Appearance and taste: Honeycrisps were light red with tinges of green and yellow, giving them an appearance similar to a tie-dye shirt. They were noticeably larger than the other two apple variations. They were soft and easy to bite into and had a nice crunch and firm texture. We immediately took note of its juiciness and pleasant tartness. The taste and cell structure was more complex than the other two contenders. We certainly had to have more than one piece of this apple!

Sweet Tango
Cost: $4.49/lb.
Appearance and taste: These apples were dark red with numerous small, bright green and yellow color variations. It had a really great and satisfying crunch to it. It had a more muted and mellow taste about it, which many of us really liked.

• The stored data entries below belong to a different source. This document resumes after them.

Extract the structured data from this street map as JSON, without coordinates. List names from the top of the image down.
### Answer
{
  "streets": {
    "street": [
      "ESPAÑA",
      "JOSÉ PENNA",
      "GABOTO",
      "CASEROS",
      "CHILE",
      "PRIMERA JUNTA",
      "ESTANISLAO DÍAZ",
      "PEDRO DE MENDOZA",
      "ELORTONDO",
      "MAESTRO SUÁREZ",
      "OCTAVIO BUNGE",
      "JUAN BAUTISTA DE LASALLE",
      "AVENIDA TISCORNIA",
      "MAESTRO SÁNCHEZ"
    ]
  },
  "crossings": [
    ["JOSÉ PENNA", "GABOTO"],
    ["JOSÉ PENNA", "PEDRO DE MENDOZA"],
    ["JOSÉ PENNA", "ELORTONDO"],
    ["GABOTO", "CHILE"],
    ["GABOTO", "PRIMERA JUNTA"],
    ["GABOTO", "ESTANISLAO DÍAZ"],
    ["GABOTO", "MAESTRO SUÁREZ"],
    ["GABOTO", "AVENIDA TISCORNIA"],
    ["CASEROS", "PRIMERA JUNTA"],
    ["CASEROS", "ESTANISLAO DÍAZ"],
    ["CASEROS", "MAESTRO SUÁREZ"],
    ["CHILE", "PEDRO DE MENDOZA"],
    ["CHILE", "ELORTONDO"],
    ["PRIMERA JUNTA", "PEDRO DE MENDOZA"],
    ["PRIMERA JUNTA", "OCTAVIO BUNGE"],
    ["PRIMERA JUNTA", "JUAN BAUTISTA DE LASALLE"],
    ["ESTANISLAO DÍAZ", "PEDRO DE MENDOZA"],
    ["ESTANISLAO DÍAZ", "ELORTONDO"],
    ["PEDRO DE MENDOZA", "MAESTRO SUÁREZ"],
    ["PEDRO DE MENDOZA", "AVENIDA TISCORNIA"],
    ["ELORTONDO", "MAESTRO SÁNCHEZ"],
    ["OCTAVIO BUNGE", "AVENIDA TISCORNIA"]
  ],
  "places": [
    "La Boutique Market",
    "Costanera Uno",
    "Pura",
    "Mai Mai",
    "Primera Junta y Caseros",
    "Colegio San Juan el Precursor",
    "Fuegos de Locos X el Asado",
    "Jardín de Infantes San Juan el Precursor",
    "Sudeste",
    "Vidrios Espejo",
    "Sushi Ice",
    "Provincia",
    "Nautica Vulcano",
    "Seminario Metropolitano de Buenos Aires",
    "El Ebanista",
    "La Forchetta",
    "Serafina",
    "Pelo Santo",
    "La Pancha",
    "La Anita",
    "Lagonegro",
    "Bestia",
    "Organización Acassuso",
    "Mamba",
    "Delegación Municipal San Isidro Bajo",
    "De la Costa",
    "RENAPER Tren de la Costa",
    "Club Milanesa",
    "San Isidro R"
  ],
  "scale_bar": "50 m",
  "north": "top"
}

A few people noted it tasted like a baked apple, or even an apple that was freshly picked from a tree. It would be a perfect addition to any cheese plate.

Zestar
Cost: $2.49/lb.
Appearance and taste: Similar to the Honeycrisp apple, the Zestar had a mixed color of soft red and muted yellow. Although it looked appetizing, the taste didn’t quite do it for us. The apples we tried were grainy and soft, lacking a desired crunch. Most people were outright displeased with this apple after trying the previous two.

The Results:

In a very, very close vote, Sweet Tango beat out the heavily-favored Honeycrisp. Although everyone enjoyed the Honeycrisps, there was something in Sweet Tango’s fresh-picked taste that won over even its most dedicated fans.